(Stored items)

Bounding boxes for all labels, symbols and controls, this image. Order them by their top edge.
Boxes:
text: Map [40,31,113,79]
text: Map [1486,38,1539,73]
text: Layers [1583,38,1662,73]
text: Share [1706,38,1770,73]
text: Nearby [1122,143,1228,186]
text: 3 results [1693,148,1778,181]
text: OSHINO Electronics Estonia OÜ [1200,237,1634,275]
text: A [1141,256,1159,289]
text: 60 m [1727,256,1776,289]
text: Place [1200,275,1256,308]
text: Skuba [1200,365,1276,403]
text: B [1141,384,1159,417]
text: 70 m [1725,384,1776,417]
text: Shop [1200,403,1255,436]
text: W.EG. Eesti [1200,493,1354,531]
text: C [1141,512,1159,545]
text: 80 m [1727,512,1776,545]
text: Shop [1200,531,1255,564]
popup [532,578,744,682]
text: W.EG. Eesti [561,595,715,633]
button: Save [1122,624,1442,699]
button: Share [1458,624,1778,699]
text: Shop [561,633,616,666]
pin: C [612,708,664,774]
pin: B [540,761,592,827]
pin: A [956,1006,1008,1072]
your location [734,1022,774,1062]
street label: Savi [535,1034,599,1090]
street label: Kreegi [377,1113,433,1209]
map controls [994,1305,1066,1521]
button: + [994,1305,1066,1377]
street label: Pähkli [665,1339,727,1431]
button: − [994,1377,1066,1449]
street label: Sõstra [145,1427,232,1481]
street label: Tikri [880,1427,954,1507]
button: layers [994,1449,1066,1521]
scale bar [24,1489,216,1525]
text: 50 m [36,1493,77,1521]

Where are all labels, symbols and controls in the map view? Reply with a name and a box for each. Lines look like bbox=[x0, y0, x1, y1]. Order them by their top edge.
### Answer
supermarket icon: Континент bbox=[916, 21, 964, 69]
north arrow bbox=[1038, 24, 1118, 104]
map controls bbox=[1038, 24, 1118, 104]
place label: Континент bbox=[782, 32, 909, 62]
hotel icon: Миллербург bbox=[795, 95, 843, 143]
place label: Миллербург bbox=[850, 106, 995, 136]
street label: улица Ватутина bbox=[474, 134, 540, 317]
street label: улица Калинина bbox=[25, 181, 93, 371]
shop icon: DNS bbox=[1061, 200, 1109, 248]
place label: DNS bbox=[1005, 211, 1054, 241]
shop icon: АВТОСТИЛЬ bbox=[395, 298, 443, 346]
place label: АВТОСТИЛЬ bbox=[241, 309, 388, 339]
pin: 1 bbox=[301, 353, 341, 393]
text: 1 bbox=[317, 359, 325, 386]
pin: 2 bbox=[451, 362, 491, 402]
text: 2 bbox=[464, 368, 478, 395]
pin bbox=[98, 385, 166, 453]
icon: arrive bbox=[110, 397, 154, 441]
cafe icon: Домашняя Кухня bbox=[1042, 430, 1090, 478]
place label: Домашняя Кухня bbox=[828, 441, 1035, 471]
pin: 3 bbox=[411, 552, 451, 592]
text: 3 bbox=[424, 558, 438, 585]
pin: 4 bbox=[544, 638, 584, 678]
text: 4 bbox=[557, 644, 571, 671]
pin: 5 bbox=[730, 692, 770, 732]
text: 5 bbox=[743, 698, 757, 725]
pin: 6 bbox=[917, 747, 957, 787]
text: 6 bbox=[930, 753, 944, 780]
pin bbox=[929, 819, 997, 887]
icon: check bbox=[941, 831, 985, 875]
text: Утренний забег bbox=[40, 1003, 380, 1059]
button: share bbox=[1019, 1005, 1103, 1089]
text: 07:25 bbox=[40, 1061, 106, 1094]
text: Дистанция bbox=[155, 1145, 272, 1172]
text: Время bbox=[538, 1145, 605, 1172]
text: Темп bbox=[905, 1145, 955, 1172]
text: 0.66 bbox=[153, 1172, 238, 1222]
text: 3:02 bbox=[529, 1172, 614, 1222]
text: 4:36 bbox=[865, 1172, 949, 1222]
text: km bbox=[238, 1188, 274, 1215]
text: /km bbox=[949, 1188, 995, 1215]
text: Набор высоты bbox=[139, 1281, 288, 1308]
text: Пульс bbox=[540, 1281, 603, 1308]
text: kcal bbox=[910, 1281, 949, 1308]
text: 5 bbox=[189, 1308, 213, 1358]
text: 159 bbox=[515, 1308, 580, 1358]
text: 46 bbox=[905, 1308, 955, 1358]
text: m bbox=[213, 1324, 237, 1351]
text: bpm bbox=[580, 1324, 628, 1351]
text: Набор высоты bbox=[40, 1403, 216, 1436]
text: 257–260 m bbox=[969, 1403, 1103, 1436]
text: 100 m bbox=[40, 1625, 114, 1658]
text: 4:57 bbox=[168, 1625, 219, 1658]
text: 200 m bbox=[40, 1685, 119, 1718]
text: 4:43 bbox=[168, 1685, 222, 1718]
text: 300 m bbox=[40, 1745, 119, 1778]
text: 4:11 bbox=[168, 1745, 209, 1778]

#### [PROMPT]
Word for word, print every line above.

#### [RESPONSE]
Bounding boxes for all labels, symbols and controls, this image. Order them by their top edge.
Boxes:
text: Map [40,31,113,79]
text: Map [1486,38,1539,73]
text: Layers [1583,38,1662,73]
text: Share [1706,38,1770,73]
text: Nearby [1122,143,1228,186]
text: 3 results [1693,148,1778,181]
text: OSHINO Electronics Estonia OÜ [1200,237,1634,275]
text: A [1141,256,1159,289]
text: 60 m [1727,256,1776,289]
text: Place [1200,275,1256,308]
text: Skuba [1200,365,1276,403]
text: B [1141,384,1159,417]
text: 70 m [1725,384,1776,417]
text: Shop [1200,403,1255,436]
text: W.EG. Eesti [1200,493,1354,531]
text: C [1141,512,1159,545]
text: 80 m [1727,512,1776,545]
text: Shop [1200,531,1255,564]
popup [532,578,744,682]
text: W.EG. Eesti [561,595,715,633]
button: Save [1122,624,1442,699]
button: Share [1458,624,1778,699]
text: Shop [561,633,616,666]
pin: C [612,708,664,774]
pin: B [540,761,592,827]
pin: A [956,1006,1008,1072]
your location [734,1022,774,1062]
street label: Savi [535,1034,599,1090]
street label: Kreegi [377,1113,433,1209]
map controls [994,1305,1066,1521]
button: + [994,1305,1066,1377]
street label: Pähkli [665,1339,727,1431]
button: − [994,1377,1066,1449]
street label: Sõstra [145,1427,232,1481]
street label: Tikri [880,1427,954,1507]
button: layers [994,1449,1066,1521]
scale bar [24,1489,216,1525]
text: 50 m [36,1493,77,1521]

Where are all labels, symbols and controls in the map view? Reply with a name and a box for each. Lines look like bbox=[x0, y0, x1, y1]. Order them by their top edge.
### Answer
supermarket icon: Континент bbox=[916, 21, 964, 69]
north arrow bbox=[1038, 24, 1118, 104]
map controls bbox=[1038, 24, 1118, 104]
place label: Континент bbox=[782, 32, 909, 62]
hotel icon: Миллербург bbox=[795, 95, 843, 143]
place label: Миллербург bbox=[850, 106, 995, 136]
street label: улица Ватутина bbox=[474, 134, 540, 317]
street label: улица Калинина bbox=[25, 181, 93, 371]
shop icon: DNS bbox=[1061, 200, 1109, 248]
place label: DNS bbox=[1005, 211, 1054, 241]
shop icon: АВТОСТИЛЬ bbox=[395, 298, 443, 346]
place label: АВТОСТИЛЬ bbox=[241, 309, 388, 339]
pin: 1 bbox=[301, 353, 341, 393]
text: 1 bbox=[317, 359, 325, 386]
pin: 2 bbox=[451, 362, 491, 402]
text: 2 bbox=[464, 368, 478, 395]
pin bbox=[98, 385, 166, 453]
icon: arrive bbox=[110, 397, 154, 441]
cafe icon: Домашняя Кухня bbox=[1042, 430, 1090, 478]
place label: Домашняя Кухня bbox=[828, 441, 1035, 471]
pin: 3 bbox=[411, 552, 451, 592]
text: 3 bbox=[424, 558, 438, 585]
pin: 4 bbox=[544, 638, 584, 678]
text: 4 bbox=[557, 644, 571, 671]
pin: 5 bbox=[730, 692, 770, 732]
text: 5 bbox=[743, 698, 757, 725]
pin: 6 bbox=[917, 747, 957, 787]
text: 6 bbox=[930, 753, 944, 780]
pin bbox=[929, 819, 997, 887]
icon: check bbox=[941, 831, 985, 875]
text: Утренний забег bbox=[40, 1003, 380, 1059]
button: share bbox=[1019, 1005, 1103, 1089]
text: 07:25 bbox=[40, 1061, 106, 1094]
text: Дистанция bbox=[155, 1145, 272, 1172]
text: Время bbox=[538, 1145, 605, 1172]
text: Темп bbox=[905, 1145, 955, 1172]
text: 0.66 bbox=[153, 1172, 238, 1222]
text: 3:02 bbox=[529, 1172, 614, 1222]
text: 4:36 bbox=[865, 1172, 949, 1222]
text: km bbox=[238, 1188, 274, 1215]
text: /km bbox=[949, 1188, 995, 1215]
text: Набор высоты bbox=[139, 1281, 288, 1308]
text: Пульс bbox=[540, 1281, 603, 1308]
text: kcal bbox=[910, 1281, 949, 1308]
text: 5 bbox=[189, 1308, 213, 1358]
text: 159 bbox=[515, 1308, 580, 1358]
text: 46 bbox=[905, 1308, 955, 1358]
text: m bbox=[213, 1324, 237, 1351]
text: bpm bbox=[580, 1324, 628, 1351]
text: Набор высоты bbox=[40, 1403, 216, 1436]
text: 257–260 m bbox=[969, 1403, 1103, 1436]
text: 100 m bbox=[40, 1625, 114, 1658]
text: 4:57 bbox=[168, 1625, 219, 1658]
text: 200 m bbox=[40, 1685, 119, 1718]
text: 4:43 bbox=[168, 1685, 222, 1718]
text: 300 m bbox=[40, 1745, 119, 1778]
text: 4:11 bbox=[168, 1745, 209, 1778]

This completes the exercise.